The increased availability of APIs that provide a bridge to third-party systems is a positive development. Thanks to web services and standards such as SOAP and REST and formats such as JSON and XML we no longer have to worry about developing custom methods for integrating completely different database systems together.

Nevertheless, APIs are not panaceas, and finding that one exists does not mean your worries are over. APIs are often developed by a vendor as a late addition to a system, and tend to be limited, both for the sake of security as well as ease of development. Clients are often disappointed that they cannot pull back as much data from an API as they would like, and the amount of data they can write to the other system is also constrained. You will find yourself shoehorned to whatever schema and format the API is based on, irrespective of how you would like your own system to function. In the end, APIs are useful, but they will dictate more of your data capabilities than the other way around.

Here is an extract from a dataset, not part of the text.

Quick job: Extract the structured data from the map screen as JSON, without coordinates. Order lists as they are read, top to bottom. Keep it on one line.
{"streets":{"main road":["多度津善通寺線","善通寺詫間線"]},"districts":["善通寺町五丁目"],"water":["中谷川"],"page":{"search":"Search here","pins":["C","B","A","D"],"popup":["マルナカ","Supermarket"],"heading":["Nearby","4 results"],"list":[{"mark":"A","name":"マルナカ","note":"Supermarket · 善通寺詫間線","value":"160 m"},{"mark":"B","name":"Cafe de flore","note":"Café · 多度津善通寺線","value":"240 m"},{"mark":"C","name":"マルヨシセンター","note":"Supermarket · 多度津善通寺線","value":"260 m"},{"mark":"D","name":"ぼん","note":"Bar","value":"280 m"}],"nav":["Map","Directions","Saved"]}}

What you don't know WILL hurt you.

I’ve found that many clients don’t appreciate the complexities of dealing with data until they’ve been through it at least once (and possibly torn much of their hair out!). Especially for those from the marketing and business side, who prefer to deal with things conceptually, it can be an eye-opening experience to wade through the data intricacies involved in turning their ideas into reality. Hopefully I’ve given you something to think about as you go into these types of projects.